## Required action
Among the entries below, how many lines contain the string "numOctaves"? Only the number, please.

## Saved entries

▼▼▼

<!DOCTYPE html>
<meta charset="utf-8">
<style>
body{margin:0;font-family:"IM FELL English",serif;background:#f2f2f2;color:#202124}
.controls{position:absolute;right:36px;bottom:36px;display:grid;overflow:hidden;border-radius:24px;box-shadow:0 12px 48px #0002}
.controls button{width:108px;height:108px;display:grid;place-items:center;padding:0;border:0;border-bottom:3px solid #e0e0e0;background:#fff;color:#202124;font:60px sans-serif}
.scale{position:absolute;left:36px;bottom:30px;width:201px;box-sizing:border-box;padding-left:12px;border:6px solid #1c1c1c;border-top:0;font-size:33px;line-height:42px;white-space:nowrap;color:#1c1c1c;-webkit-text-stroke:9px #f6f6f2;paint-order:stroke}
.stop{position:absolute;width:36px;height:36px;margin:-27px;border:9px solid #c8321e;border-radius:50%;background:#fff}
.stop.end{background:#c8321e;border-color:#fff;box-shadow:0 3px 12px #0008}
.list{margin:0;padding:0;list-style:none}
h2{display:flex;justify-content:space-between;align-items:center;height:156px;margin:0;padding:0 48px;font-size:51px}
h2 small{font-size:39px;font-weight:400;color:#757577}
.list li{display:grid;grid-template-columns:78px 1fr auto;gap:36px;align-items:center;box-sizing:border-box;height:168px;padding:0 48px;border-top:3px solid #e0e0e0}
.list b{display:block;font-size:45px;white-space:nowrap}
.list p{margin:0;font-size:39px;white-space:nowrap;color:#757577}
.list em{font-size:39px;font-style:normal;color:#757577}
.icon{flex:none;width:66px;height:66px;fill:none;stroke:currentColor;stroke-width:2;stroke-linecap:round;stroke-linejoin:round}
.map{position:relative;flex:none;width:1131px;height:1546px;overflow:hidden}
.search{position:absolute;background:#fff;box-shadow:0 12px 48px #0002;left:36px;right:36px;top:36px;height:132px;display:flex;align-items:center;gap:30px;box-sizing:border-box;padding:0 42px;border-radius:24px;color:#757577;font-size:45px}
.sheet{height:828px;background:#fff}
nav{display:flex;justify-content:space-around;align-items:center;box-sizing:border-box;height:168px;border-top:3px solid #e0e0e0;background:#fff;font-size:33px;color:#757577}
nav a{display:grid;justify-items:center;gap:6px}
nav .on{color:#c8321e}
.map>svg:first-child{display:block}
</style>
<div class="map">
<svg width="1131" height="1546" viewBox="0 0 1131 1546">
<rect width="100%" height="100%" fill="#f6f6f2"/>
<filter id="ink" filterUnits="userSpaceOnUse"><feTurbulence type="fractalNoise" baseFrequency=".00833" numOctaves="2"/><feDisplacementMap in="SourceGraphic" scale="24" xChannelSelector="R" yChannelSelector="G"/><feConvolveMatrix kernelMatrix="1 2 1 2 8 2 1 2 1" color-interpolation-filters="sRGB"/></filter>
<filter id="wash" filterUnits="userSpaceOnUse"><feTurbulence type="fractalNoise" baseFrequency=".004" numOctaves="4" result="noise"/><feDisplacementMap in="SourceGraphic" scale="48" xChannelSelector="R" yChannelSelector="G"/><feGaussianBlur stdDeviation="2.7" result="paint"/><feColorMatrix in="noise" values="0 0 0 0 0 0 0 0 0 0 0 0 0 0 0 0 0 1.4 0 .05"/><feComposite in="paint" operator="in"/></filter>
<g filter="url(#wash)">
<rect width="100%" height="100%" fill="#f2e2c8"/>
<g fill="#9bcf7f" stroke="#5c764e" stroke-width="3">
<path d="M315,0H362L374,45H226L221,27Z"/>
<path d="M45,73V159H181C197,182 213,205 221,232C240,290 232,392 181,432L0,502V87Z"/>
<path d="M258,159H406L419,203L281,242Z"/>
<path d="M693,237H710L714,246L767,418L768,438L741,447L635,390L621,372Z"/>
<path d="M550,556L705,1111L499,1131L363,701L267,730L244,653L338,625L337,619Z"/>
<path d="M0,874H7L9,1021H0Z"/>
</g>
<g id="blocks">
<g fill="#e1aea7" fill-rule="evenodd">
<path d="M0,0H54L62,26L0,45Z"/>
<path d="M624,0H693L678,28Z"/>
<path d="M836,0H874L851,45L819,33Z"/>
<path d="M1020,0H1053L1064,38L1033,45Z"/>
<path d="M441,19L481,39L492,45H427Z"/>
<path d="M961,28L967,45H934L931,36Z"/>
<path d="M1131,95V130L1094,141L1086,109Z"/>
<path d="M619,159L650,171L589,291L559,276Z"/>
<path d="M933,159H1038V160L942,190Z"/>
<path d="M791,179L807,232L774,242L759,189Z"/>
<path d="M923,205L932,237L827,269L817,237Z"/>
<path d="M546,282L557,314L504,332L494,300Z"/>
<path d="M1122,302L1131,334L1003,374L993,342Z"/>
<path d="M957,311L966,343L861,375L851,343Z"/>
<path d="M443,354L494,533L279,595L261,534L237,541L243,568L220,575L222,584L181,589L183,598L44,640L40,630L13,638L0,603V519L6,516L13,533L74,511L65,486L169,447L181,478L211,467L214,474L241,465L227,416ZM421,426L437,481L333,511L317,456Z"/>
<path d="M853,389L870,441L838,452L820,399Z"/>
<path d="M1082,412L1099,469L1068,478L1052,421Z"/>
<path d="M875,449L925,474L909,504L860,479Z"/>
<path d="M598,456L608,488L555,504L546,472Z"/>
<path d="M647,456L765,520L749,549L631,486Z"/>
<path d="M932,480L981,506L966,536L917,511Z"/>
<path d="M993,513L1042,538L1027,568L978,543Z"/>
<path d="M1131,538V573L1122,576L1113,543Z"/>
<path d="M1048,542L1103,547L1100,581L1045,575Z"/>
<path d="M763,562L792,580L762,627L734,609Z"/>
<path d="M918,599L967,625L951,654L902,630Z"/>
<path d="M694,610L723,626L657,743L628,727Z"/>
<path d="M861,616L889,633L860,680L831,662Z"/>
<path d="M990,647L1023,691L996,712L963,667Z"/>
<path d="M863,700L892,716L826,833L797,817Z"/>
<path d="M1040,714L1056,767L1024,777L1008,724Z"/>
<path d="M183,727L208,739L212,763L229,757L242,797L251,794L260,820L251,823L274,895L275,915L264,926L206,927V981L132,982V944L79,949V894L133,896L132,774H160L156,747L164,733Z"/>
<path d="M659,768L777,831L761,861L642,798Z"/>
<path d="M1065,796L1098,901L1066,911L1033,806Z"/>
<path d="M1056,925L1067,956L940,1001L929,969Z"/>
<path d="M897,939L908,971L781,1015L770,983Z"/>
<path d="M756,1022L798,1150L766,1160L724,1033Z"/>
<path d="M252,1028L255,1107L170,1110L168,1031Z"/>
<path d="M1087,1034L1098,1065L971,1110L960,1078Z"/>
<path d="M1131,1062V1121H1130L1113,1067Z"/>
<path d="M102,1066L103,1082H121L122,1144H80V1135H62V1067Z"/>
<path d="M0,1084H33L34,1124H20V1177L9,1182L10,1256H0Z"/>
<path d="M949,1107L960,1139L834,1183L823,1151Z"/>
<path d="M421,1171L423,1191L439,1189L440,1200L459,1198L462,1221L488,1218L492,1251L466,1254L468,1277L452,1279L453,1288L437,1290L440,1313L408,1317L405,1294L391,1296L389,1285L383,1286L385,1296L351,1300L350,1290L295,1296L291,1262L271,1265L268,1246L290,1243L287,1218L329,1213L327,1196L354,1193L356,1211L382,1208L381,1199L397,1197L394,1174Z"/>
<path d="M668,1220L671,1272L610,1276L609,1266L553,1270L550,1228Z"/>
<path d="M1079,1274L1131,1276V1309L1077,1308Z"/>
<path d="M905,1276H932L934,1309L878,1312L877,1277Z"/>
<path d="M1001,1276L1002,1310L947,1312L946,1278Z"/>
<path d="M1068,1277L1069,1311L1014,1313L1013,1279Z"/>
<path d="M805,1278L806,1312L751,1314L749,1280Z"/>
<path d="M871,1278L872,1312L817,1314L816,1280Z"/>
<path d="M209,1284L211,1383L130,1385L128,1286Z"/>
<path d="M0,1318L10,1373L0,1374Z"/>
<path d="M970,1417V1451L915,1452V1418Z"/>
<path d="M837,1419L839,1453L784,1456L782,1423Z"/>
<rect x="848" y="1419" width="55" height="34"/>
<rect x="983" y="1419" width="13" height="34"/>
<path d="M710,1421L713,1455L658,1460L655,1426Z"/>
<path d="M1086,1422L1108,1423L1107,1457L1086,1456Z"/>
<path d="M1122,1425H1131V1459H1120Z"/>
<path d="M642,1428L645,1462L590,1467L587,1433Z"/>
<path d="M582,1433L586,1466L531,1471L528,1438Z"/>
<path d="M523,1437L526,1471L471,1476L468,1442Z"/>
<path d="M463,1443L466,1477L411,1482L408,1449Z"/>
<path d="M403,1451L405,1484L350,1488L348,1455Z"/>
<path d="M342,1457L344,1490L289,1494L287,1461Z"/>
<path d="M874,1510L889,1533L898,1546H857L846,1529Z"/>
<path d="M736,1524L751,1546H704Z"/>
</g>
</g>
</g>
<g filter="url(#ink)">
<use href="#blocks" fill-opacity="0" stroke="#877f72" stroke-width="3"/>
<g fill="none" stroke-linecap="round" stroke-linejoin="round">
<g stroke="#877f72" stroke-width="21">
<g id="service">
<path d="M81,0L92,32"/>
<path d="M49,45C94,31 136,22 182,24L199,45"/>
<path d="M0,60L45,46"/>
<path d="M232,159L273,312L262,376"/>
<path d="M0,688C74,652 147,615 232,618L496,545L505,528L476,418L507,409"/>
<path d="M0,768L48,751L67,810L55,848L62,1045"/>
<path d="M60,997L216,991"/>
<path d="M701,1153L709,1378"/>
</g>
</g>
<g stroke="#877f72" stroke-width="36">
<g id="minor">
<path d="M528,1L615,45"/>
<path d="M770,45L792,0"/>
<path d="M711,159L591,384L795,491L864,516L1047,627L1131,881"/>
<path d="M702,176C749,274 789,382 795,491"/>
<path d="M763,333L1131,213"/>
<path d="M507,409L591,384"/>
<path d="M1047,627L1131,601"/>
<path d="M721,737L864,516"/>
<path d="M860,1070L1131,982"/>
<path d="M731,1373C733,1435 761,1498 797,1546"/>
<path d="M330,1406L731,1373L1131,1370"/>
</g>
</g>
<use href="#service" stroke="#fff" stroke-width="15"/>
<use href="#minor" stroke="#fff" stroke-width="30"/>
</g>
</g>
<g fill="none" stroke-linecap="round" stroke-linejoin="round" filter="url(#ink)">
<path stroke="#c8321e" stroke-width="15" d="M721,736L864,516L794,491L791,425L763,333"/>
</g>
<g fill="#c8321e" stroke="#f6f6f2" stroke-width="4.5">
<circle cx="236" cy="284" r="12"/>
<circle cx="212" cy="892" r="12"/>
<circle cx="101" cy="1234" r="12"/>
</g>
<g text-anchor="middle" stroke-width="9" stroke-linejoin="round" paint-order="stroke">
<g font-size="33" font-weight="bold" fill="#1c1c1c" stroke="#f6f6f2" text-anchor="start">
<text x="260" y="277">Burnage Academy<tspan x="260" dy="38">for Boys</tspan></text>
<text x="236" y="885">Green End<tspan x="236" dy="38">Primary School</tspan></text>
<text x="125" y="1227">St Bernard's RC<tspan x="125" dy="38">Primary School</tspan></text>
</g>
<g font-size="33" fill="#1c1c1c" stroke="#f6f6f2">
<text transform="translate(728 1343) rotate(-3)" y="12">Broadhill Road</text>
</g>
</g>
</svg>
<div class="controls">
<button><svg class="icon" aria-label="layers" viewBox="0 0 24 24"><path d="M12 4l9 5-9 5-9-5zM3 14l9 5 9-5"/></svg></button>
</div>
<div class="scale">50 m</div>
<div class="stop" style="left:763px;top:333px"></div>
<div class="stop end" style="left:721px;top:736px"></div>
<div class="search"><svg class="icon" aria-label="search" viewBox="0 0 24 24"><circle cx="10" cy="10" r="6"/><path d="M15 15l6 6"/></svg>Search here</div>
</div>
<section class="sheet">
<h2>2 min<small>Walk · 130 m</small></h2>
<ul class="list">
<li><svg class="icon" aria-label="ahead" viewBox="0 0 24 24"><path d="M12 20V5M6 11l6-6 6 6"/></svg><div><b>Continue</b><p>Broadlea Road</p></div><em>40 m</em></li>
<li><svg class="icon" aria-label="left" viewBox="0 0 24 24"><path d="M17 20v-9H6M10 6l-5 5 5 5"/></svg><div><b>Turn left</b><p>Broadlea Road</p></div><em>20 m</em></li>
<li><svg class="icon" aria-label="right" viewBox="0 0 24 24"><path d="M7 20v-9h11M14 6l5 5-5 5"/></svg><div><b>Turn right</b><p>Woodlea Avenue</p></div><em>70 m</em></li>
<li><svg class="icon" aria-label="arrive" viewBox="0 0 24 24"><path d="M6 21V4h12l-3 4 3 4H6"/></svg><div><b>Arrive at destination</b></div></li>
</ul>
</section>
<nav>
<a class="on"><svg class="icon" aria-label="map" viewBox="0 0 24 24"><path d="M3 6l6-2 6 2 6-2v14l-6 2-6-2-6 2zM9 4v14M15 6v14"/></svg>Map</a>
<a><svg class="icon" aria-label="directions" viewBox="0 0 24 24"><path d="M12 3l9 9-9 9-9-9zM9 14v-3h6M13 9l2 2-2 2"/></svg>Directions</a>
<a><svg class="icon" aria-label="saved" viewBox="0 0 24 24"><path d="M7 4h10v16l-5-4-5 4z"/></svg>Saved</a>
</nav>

▲▲▲
▼▼▼

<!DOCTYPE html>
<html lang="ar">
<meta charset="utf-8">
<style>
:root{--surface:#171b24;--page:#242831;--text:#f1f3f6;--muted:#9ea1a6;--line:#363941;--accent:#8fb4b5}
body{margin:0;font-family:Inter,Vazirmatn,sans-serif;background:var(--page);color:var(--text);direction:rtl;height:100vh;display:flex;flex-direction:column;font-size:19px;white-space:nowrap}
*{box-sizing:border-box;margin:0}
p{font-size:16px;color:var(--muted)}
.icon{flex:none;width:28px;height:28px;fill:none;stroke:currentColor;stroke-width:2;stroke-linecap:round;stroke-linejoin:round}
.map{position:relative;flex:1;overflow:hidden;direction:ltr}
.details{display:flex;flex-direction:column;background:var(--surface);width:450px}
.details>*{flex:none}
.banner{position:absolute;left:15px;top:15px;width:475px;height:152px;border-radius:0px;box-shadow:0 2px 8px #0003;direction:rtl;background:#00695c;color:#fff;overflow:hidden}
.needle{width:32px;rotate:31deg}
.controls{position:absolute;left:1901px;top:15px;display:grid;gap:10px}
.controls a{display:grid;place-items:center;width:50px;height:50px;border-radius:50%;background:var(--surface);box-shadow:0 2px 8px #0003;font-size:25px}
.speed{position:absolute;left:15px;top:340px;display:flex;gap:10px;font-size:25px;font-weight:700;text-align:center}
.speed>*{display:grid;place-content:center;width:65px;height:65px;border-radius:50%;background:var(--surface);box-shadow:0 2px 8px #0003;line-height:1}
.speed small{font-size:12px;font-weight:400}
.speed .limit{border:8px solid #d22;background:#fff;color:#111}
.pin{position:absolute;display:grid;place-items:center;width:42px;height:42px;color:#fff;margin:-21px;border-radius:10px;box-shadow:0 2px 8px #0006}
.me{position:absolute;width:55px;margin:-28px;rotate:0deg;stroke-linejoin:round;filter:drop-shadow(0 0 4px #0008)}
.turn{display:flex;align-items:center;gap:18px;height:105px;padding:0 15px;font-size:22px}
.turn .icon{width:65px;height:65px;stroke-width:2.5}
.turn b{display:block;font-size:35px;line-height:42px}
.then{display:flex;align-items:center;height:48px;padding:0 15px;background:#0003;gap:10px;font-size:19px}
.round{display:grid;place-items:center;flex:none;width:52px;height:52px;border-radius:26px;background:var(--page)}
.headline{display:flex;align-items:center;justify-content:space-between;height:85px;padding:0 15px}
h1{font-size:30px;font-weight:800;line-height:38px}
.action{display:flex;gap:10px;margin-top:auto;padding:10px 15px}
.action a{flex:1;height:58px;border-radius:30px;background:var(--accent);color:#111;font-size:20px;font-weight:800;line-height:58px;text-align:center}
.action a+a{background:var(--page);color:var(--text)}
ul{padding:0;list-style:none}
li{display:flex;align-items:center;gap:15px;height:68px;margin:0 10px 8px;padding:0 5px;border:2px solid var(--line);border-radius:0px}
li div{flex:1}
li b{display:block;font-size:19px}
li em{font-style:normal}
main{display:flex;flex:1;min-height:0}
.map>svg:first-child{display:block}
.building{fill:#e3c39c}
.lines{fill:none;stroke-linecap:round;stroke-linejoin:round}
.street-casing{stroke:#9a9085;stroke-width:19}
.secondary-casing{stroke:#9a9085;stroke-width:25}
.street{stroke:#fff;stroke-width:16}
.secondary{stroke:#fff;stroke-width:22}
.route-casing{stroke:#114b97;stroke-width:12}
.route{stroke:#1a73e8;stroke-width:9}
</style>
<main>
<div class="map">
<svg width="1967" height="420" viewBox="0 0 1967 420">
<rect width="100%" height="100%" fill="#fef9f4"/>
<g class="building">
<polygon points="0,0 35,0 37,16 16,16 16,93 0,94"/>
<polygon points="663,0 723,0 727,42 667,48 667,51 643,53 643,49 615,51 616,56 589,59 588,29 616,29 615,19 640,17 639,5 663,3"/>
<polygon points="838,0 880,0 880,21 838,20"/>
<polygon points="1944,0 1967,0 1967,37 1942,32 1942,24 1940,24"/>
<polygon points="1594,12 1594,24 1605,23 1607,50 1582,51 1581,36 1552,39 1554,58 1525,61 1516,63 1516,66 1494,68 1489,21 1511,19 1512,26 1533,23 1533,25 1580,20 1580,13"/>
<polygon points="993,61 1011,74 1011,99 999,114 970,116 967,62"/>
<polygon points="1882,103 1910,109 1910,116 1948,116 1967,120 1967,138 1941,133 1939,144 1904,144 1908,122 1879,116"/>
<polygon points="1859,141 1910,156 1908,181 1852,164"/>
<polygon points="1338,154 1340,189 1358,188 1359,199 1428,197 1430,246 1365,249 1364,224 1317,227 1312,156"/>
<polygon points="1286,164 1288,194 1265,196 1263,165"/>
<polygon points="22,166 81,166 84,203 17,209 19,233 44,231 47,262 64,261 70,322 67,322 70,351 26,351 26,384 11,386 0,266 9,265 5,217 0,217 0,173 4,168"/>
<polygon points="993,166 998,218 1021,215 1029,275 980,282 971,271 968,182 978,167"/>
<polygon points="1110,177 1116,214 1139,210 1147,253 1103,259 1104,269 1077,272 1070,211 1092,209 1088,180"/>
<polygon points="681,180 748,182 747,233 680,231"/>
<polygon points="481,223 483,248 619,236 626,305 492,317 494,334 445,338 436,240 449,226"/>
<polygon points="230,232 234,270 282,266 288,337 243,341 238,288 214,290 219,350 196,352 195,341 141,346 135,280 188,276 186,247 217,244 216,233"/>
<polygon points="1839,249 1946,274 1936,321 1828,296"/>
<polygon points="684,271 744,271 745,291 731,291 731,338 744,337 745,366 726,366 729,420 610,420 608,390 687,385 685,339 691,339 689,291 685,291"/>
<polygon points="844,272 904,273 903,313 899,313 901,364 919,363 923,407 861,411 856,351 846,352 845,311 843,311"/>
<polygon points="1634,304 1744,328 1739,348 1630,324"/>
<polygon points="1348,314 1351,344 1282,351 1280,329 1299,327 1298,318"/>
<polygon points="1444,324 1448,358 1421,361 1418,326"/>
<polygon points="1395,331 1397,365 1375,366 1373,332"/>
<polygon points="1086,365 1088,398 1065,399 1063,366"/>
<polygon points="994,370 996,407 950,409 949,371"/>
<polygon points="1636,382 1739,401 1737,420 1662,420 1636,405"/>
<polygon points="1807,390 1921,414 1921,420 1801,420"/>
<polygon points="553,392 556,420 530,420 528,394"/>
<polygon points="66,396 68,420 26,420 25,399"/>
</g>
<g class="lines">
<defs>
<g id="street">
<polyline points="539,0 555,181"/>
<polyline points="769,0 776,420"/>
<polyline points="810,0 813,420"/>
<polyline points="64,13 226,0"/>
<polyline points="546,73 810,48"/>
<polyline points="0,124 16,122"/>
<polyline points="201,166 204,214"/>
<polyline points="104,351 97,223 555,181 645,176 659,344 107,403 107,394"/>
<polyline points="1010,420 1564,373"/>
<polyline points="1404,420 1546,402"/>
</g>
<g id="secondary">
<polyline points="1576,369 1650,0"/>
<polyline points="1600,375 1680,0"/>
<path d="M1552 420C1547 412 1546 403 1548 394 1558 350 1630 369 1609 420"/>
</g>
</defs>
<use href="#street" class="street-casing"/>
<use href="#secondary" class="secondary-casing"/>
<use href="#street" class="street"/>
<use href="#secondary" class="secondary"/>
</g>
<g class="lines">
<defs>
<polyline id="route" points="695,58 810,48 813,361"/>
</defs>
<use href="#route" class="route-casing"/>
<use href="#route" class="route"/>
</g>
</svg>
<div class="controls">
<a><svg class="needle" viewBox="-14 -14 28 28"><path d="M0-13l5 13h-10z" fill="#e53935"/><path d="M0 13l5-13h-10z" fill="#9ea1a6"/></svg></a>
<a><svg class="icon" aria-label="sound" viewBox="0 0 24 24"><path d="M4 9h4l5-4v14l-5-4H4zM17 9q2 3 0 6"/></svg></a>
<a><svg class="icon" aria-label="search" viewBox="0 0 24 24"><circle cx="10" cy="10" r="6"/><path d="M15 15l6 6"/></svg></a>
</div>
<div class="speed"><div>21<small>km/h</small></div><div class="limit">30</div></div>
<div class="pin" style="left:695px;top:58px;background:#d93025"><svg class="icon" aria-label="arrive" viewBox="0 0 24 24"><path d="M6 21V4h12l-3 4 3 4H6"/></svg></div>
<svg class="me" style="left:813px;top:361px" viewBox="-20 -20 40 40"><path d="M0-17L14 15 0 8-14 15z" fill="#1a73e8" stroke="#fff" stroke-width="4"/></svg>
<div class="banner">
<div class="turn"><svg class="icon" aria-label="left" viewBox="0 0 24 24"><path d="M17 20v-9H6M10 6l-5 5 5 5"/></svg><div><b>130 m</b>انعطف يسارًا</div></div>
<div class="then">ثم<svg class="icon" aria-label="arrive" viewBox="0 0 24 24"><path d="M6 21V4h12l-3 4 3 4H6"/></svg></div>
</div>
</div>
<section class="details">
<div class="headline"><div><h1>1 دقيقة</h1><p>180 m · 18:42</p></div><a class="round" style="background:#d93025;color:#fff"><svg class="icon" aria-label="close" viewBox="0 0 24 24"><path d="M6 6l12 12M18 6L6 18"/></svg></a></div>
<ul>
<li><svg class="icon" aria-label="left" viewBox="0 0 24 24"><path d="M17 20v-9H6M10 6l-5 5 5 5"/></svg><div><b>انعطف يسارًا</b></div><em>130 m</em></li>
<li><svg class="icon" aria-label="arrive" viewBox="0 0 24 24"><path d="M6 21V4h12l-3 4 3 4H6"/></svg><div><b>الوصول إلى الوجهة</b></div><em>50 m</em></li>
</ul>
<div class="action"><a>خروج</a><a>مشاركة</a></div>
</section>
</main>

▲▲▲

## Response area
2